Some Observations From Bogleheads 9 and From Jack Bogle Himself
I have the rare privilege of attending the Bogleheads 9 reunion in Philly this year. I wanted to attend the one much closer to my home a couple of years ago, but was way too late in registering. They only let 120 or so folks attend these things. So I registered early enough this year and I thought it might be helpful if I could share some of the things I’ve heard today and will hear tomorrow. At least I’ll be able to remember them better this way.
Today (Thursday, 14 October) was basically Jack Bogle Day. Sure, we heard some about how the Bogleheads got started and we even took the time to go around the meeting room and have every person in attendance tell something about themselves. In addition to Jack Bogle, also in attendance are some authors of investing books you may know: Bill Bernstein, Bill Schultheis, Rick Ferri, and the authors of the various Bogleheads books.
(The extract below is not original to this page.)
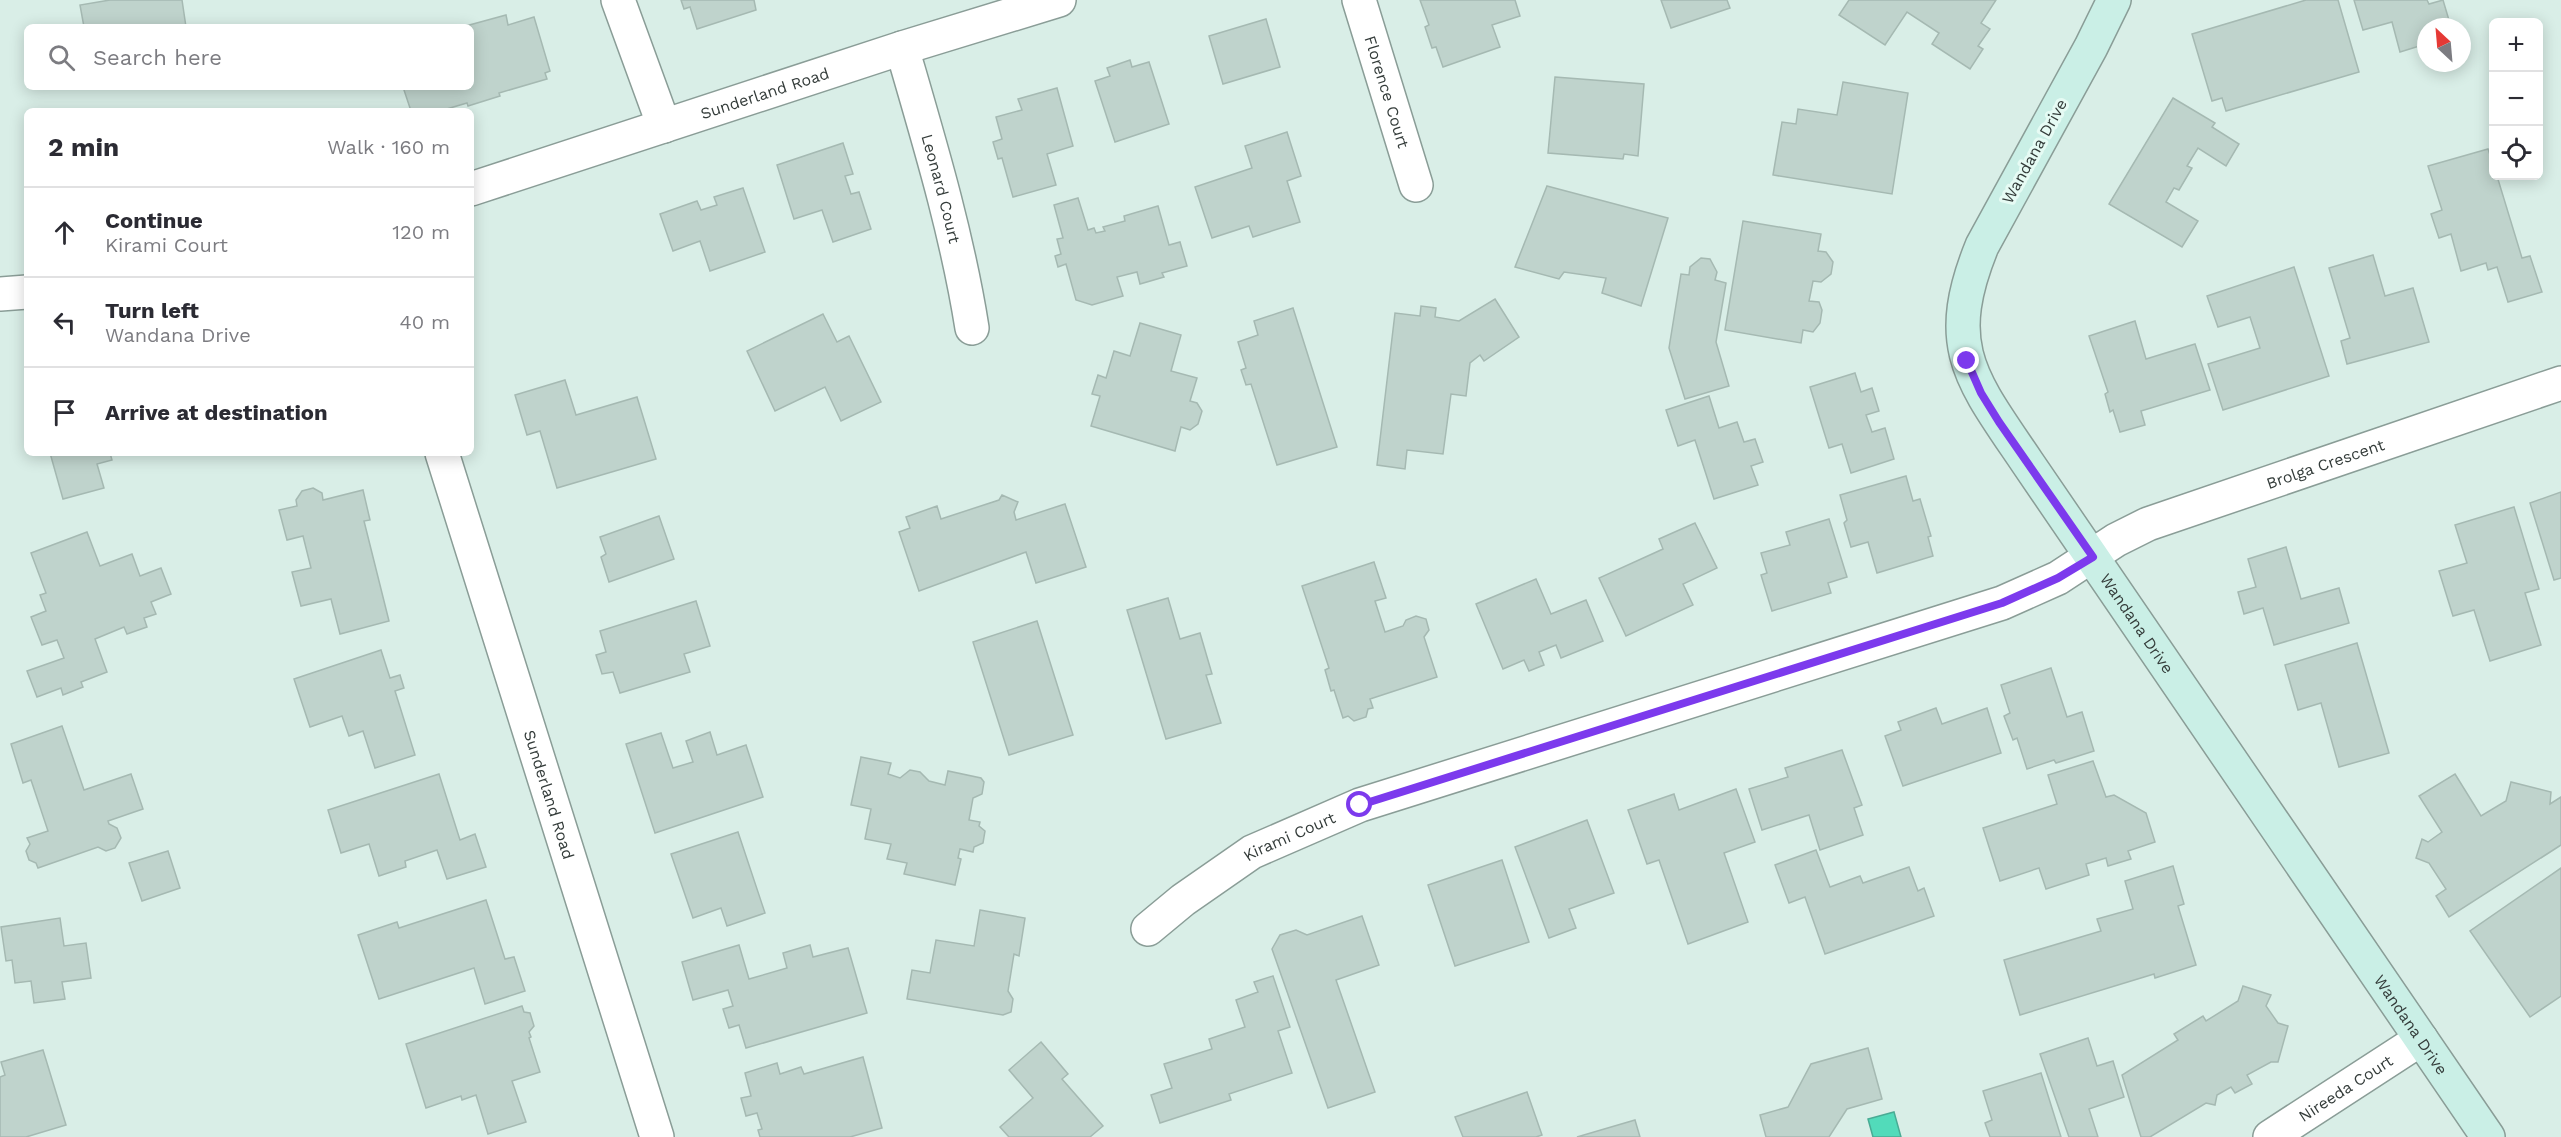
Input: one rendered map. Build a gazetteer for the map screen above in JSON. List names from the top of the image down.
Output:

But immediately after the introductions, Jack showed up a little early. Don’t think me presumptuous for using his nickname, that is what he prefers. He spoke with some prepared remarks for about an hour or so and then took questions for another hour or so. We had lunch, then he and Bill Bernstein answered some more questions. He then gave each of us a copy of his new book “Don’t Count On It!” Subtitled Reflections on Investment Illusions, Capitalism, “Mutual” Funds, indexing, Entrepreneurship, idealism, and Heroes. Then we stood in line to have Jack sign his name and we spoke with all of the other authors present.
Here are some representative notes and quotes I took from Jack’s talk.
“Mutual fund companies are run for the benefit of the managers and not the benefit of investors.” Except, of course, one mutual fund company…
“Last year Fidelity managers made $2.6B and Vanguard managers made $0.” [Correction: he said Fidelity’s earnings were $2.6B]
He showed a chart of how Vanguard’s average expense ratio keeps dropping. But noted that now with the size of assets under management, one basis point equals $140M. So it would be easy to say, “Let’s spend $140M on something, they’ll never know.” So Jack recommends they think in terms of dollars and not in terms of basis points.
He said, “Keeping expenses low is a simple, moronically simple, yet it is an idea that nobody thought of.”
He said that in 2010, ETF’s share of the index market matches the index fund share. ETF share of index assets is 51.9%
On the topic of holding assets for the long term, he said, “One firm holds its assets for an average of 11 seconds. I don’t know how you feel about that, but that’s not long term investing.”
“There is no place to hide these days. Never seen anything like it. Assuming we don’t have a big disaster, which is a big assumption to me, we will see 2.5% real returns on equities in future (after inflation and expenses).”
“Gold was a terrible investment over 100 years. Rank speculations. I am almost tempted to buy gold but I won’t. 1 or 2 or even 5% to play with is OK.”
“I am a little worried about the risks that are still out there. US Financials is a mess. Pensions are bankrupt. Don’t see how they will get 8%. Wall St. Values are in tatters. America has lost ability to govern itself. I find a lot of resonance when I speak about values. I find young people are seeking something nobler. I am hoping to make a tiny difference in values. To get a financial system that works for all of you and not Wall St.”
“Rebalance? Data says don’t bother. Maybe if you need a 50/50 portfolio and it gets to 60/30 then rebalance if you need to.”
“The power of money in Washington is disgusting.”
“I think about what is going on with Emerging Market funds. They are among the largest ETFs. The Data said 33% of all EM holdings were in ETFs. Makes me worried because ETF owners are traders. Suppose something happens to Brazil and traders decide to get out. Could be a big… Still, in the long run that should not matter. If EM is held up by Mutual fund demand, when they go it could cause trouble. Vanguard should be careful when getting into these funds.”
Finally, Bill Schultheis, the author of The Coffeehouse Investor, stood up and asked a question of Jack and Bill Bernstein. It was about the disaster of 401K plans for the average citizen. How they don’t understand how to invest their own money. And would Jack and Bill recommend a more managed approach. Bill answered first and said, “The less autonomity the better. Don’t let people run their own funds. I want a big maternalistic approach.” Jack basically agreed and listed a few points about 401(k) plans: “1. You’re going to borrow money from it 2. You will take it out. 3 you don’t have to contribute to it 4. The investor has no guidance . With the average 401k being $54,000, have a great retirement.” Jack prefers the idea of a privatized personal retirement plan like former President George W. Bush initially suggested.
I asked Jack about his thoughts on the future of the US Dollar and the Federal debt and how that would affect the investor. Would we see hyperinflation? He answered that currency speculation is not something to get into. That we would want the dollar to fall relative to China. That China owns a large amount of our bonds and they may fall in value if interest rates rise. He repeated that he should probably buy some gold for insurance (against the US Dollar) but that he is just “too busy” to do it.
It has been great being here at the Bogleheads 9 reunion. Everyone is nice to talk with and with such a small gathering, we have lots of time to talk to everyone.